Dressing down, striding forth
Formal, scripted and wooden: with a few exceptions, this has been standard protocol for meetings between US and Chinese leaders in the past.
So it was a bold move, especially for new Chinese president Xi Jinping, to dispense with the usual rules at a “shirtsleeves” summit with his counterpart Barack Obama in California last week.
Luckily for Xi, the gamble seems to have paid off. “Two meetings, one dinner, a walk together without ties and a gun salvo…. Xi and Obama communicate face to face. Awesome,” wrote one user on the Twitter-like service Sina Weibo.

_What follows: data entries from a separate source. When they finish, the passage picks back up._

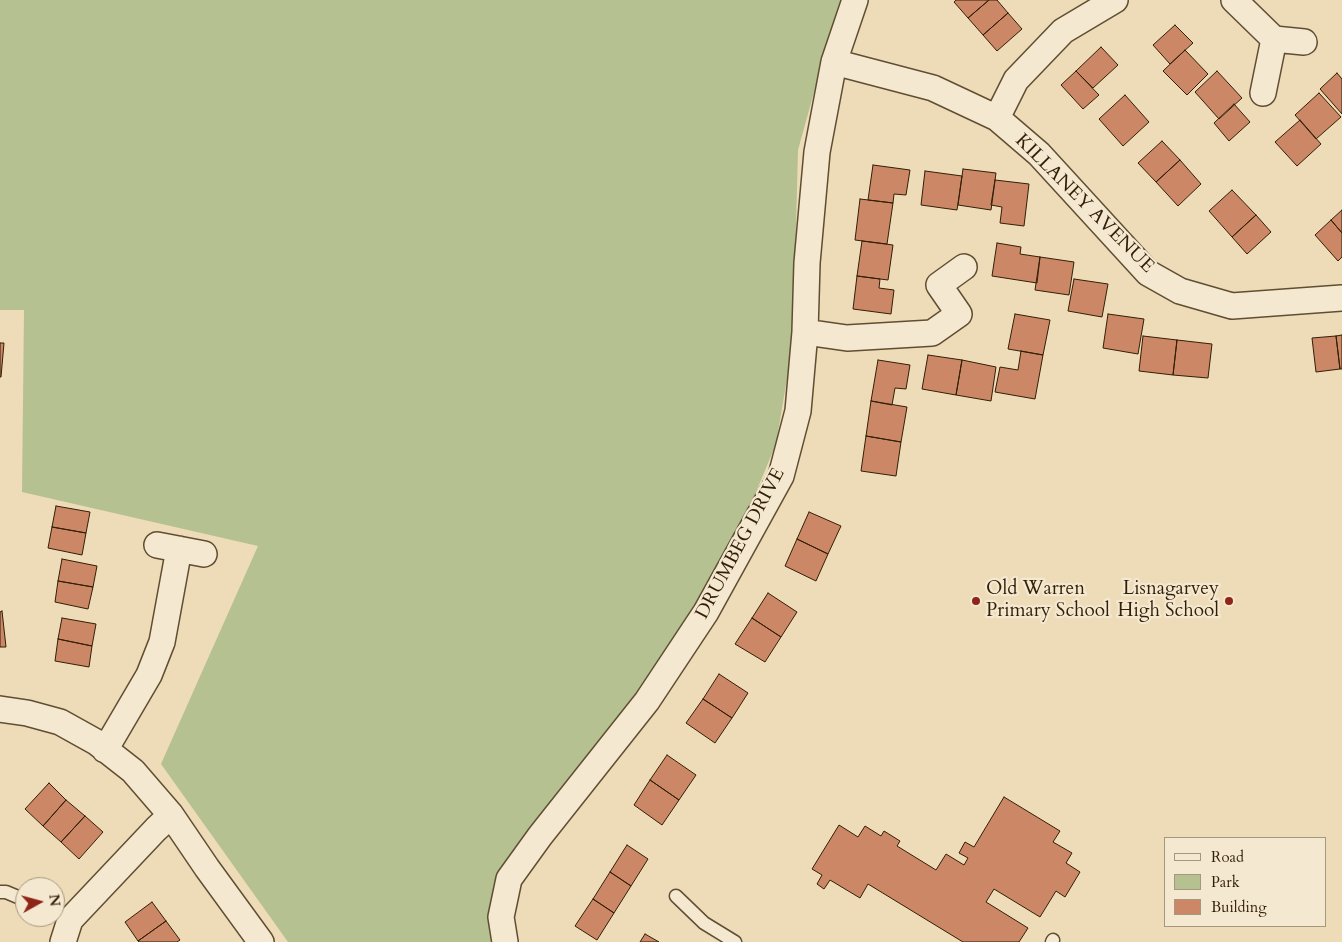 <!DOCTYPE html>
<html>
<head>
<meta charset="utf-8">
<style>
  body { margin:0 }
  #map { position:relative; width:1342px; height:942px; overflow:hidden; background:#eedbb7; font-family:Cardo,serif }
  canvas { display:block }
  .legend { position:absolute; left:1164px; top:837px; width:162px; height:90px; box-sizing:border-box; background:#f4e8d0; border:1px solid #a6987f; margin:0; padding:6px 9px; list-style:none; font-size:15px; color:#311f06 }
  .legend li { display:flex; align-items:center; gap:10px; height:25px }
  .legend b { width:25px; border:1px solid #a6987f }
  .north { position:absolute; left:15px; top:877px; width:50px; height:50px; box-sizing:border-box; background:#f4e8d0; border:1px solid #a6987f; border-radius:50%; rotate:83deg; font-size:14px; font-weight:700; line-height:20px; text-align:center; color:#311f06 }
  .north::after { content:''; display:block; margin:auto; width:18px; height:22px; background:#8f2418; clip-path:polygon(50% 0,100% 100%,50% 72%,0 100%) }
</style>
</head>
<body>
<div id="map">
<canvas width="1342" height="942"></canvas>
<ul class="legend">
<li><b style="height:6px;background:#f4e8d0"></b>Road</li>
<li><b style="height:14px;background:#b5c191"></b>Park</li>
<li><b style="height:14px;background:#cc8766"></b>Building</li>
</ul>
<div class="north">N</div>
</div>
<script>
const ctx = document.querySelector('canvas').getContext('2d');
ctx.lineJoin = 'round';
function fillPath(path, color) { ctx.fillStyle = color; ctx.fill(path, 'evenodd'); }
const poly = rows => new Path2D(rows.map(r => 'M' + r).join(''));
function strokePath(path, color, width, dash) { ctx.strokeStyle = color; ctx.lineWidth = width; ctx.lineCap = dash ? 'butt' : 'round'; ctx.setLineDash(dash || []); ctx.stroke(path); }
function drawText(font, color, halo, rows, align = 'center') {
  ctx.font = font + ' Cardo,serif'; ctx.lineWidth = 4.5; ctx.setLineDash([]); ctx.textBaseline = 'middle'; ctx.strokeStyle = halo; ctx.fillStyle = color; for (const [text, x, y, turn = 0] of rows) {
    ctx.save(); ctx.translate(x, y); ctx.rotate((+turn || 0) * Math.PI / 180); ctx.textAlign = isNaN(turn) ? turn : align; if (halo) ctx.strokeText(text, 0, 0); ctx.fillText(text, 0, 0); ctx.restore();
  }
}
const green = poly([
  [0,0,841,0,834,20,798,150,793,343,776,444,751,504,720,565,631,706,517,849,488,914,493,942,288,942,161,764,258,546,22,492,24,310,0,310]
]);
const building = poly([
  [956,0,989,0,968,18,954,2,956,0],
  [989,0,997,0,1008,13,983,35,968,18,989,0],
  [1008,13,1022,29,997,51,983,35,1008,13],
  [1175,25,1193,43,1170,64,1153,45,1175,25],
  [1101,47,1118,65,1093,88,1076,71,1101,47],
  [1185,50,1208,74,1187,95,1163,71,1185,50],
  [1076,71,1099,95,1083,109,1061,85,1076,71],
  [1217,71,1242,98,1219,119,1195,92,1217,71],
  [1337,73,1342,79,1342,114,1320,89,1337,73],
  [1319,93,1341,117,1316,139,1295,115,1319,93],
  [1125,95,1149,122,1123,146,1099,119,1125,95],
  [1234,104,1250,122,1229,141,1214,123,1234,104],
  [1300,120,1321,144,1297,166,1275,142,1300,120],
  [1162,141,1180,160,1156,182,1138,163,1162,141],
  [1180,160,1201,184,1178,206,1156,182,1180,160],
  [873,165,910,170,906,195,894,194,893,203,868,200,873,165],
  [963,169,996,173,991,210,958,205,963,169],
  [925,171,962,176,957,210,921,205,925,171],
  [995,180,1029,184,1024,226,1000,223,1002,207,991,205,995,180],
  [1232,190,1256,215,1232,237,1209,211,1232,190],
  [860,199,893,203,887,244,855,240,860,199],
  [1342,210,1342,233,1331,220,1342,210],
  [1256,215,1271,232,1247,254,1232,237,1256,215],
  [1331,220,1342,233,1342,257,1338,261,1315,235,1331,220],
  [862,241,893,245,888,280,857,276,862,241],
  [997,243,1021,247,1020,254,1040,257,1037,283,992,276,997,243],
  [1040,257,1074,262,1069,295,1035,290,1040,257],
  [857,276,880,279,879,288,894,290,891,314,853,309,857,276],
  [1074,279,1108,284,1102,317,1068,311,1074,279],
  [1015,314,1050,320,1043,355,1008,349,1015,314],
  [1108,314,1144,319,1138,354,1103,348,1108,314],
  [1342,335,1342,369,1340,369,1336,336,1342,335],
  [1143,336,1177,340,1173,375,1139,371,1143,336],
  [1336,336,1340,369,1316,372,1312,338,1336,336],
  [1177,340,1212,344,1208,378,1173,375,1177,340],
  [0,343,4,343,1,377,0,377,0,343],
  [1021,351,1043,355,1035,399,995,392,1000,367,1018,370,1021,351],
  [928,355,962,360,956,395,922,389,928,355],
  [878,360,910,365,906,389,895,388,892,405,871,401,878,360],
  [962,360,996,367,991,401,956,395,962,360],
  [871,401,907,407,901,442,866,436,871,401],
  [866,436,901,442,896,476,861,471,866,436],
  [56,506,90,512,86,533,52,527,56,506],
  [809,512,841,526,828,554,797,539,809,512],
  [52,527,86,533,82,555,48,548,52,527],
  [797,539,828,554,816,581,785,566,797,539],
  [62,559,97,566,93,587,58,581,62,559],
  [58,581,93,587,88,609,55,602,58,581],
  [768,593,797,612,781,637,752,618,768,593],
  [2,611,6,647,0,647,0,612,2,611],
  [62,618,96,624,92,646,58,639,62,618],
  [752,618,781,637,765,662,735,644,752,618],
  [58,639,92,646,89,667,55,661,58,639],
  [719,674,748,693,732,718,703,699,719,674],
  [703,699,732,718,715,743,686,723,703,699],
  [667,755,696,775,679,800,650,780,667,755],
  [650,780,679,800,662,825,634,805,650,780],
  [49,783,66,800,43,826,25,809,49,783],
  [1004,797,1060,831,1053,842,1072,853,1066,863,1080,872,1065,897,1056,891,1040,917,994,889,986,902,1028,928,1019,942,963,942,868,884,860,898,830,880,824,889,817,884,822,875,812,869,839,825,858,837,865,826,881,836,884,831,900,841,897,846,936,870,946,854,964,865,968,858,959,853,965,842,974,847,1004,797],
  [66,800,85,816,61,842,43,826,66,800],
  [85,816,103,832,79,859,61,842,85,816],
  [627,845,648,859,631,886,610,872,627,845],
  [610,872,631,886,614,913,593,899,610,872],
  [593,899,614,913,597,940,575,926,593,899],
  [152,902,166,921,138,941,125,922,152,902],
  [166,921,180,940,177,942,139,942,138,941,166,921],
  [645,934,659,942,640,942,645,934]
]);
const lane = poly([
  [0,892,6,892,25,900],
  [676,896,704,923,735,942],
  [1052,942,1053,940]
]);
const street = poly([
  [1234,0,1274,39,1304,42],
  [834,62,933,88,997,118,1039,154,1148,273,1180,291,1232,306,1342,298],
  [1263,93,1274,39],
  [997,118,1016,80,1063,31,1115,0],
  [805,332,847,338,932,333,959,314,939,285,964,267],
  [157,545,204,554],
  [0,709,27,713,60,722,96,742,133,771,171,815,207,868,261,942],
  [105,750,149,675,162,642,179,549],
  [63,942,70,920,156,829,171,815],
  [505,942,501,917,509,879,540,836,647,701,706,612,781,476,798,411,805,332,807,263,817,152,834,62,855,0]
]);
const markers = [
  [976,601,5,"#8f2418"],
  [1229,601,5,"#8f2418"]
];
const streetNames = [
  ["KILLANEY AVENUE",1084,204,45],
  ["DRUMBEG DRIVE",741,544,-62]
];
const poiNames = [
  ["Old Warren",986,590],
  ["Primary School",986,612],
  ["Lisnagarvey",1219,590,"right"],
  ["High School",1219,612,"right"]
];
fillPath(green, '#b5c191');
fillPath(building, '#cc8766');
strokePath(building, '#311f06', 1);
strokePath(lane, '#604e32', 15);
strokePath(street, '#604e32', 28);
strokePath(lane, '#f4e8d0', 12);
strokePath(street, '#f4e8d0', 25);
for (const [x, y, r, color] of markers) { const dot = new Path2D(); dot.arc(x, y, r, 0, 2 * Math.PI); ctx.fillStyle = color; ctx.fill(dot); strokePath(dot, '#f4e8d0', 2); }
drawText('19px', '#311f06', '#f4e8d0', streetNames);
drawText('19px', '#311f06', '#f4e8d0', poiNames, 'left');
</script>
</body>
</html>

“Love his wisdom. Love our president,” complimented another.
Others compared the informal confab to Richard Nixon’s landmark trip to Beijing in 1972 or Deng Xiaoping’s 1979 tour-de-force in the US, when he unexpectedly donned a ten-gallon hat.
For many Chinese, mind you, the politics was of less interest. Much more of a concern was why Michelle Obama didn’t join her husband for the meet-up. Many netizens saw her decision to stay behind in Washington as a snub to China’s “First Lady” Peng Liyuan who accompanied Xi to the Caribbean and Central America in the run-up to the summit, as well as joining him in California.
Quite why Michelle Obama would have felt the need to snub Peng went unsaid. In a handwritten note sent to Peng she explained she wanted to spend time with her daughters at the end of the school year. But that did little to placate the more prickly Chinese netizens.
“Michelle is the first lady but was absent from this summit. Our country pays attention to etiquette. No matter what her reason is we can say she is a bit lazy and lacks good demeanour,” wrote one disgruntled blogger. “Her absence made us feel sad. Friends cannot meet each other without a welcome from the hostess,” sniffed another.
It wasn’t just Mrs Obama who came in for caustic comment. Xi’s physique came in for mockery too, especially when photos of a 50-minute walk with the US president were published. “They look like Winnie the Pooh and Tigger taking a stroll together,” wrote one weibo user (later an online image showing a resemblance between the two leaders and the AA Milne characters was the most forwarded image of the week). The jokes kept coming, especially when netizens spotted that Xi’s translator had made a mistake by telling Obama that he swims 10,000 metres a day instead of 1,000. “I swear I saw Obama take a look at Xi’s Winnie belly and say ‘interesting’,” laughed one wag.